Why do you object to worshiping an idol in the temple if God is in everyone?

Worshiping an idol blinds you to the living God within everyone, reducing the divine to mere stone and allowing ritualism to overshadow true spirituality.

— Osho
According to Osho, if you truly realize God is in everyone, the very idea of a special temple idol collapses; idols are merely substitutes that let people avoid the living God, install priests as middlemen, and justify ritualism and violence. God is not absent from stone, but worshiping dead images blinds us to divinity in people and corrupts religion.

Seeing God in every person makes bowing to statues unnecessary, because statues can distract you from meeting the real, living God all around you.

In His Own Words

From the Discourses

Passages where Osho speaks to this question — each links to the complete discourse.

Jeevan Hi Hain Prabhu · Discourse 5
1969-12-11 · Hindi · English translation

A friend has asked: Osho, if God is in everyone, then why do you object to worshiping an idol in the temple?

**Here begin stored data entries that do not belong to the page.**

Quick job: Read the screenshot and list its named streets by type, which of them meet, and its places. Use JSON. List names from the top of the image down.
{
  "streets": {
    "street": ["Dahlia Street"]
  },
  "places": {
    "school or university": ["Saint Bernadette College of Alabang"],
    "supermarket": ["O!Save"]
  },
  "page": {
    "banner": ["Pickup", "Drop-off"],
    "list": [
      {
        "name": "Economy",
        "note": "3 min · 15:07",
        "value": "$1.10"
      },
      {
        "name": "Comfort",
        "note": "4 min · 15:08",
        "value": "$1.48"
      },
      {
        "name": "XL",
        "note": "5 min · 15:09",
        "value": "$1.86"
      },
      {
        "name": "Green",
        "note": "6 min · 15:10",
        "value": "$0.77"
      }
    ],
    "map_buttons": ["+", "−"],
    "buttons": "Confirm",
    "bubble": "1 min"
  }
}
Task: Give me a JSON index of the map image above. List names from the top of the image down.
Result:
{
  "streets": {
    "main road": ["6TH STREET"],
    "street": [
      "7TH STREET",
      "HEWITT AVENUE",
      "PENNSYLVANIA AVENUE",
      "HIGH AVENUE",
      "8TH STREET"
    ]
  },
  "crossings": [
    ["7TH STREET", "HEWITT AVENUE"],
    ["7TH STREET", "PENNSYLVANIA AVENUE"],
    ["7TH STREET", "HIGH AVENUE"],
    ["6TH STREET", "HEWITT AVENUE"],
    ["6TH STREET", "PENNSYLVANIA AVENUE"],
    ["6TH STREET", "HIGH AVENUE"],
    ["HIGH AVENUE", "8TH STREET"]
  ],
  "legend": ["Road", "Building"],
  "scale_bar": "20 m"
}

I said, “God in everyone!” and immediately they remembered the temple idol: “If we worship that, what objection can you have?” If it is understood that God is in everyone, then the question of the temple idol doesn’t arise at all. The idol remains a question only so long as God is not seen in all; until then one keeps trying to see God in the temple idol. The day He is seen in everyone, then who is the temple idol and who is outside the temple? Who is an idol and who is not an idol? How will you tell then? How will you be sure that the beggar sitting at the door is not the temple’s idol, and the stone placed inside is God? No—there is then no way. But the temple idol is a substitute, and therefore it is dangerous. I say, do not worship the temple…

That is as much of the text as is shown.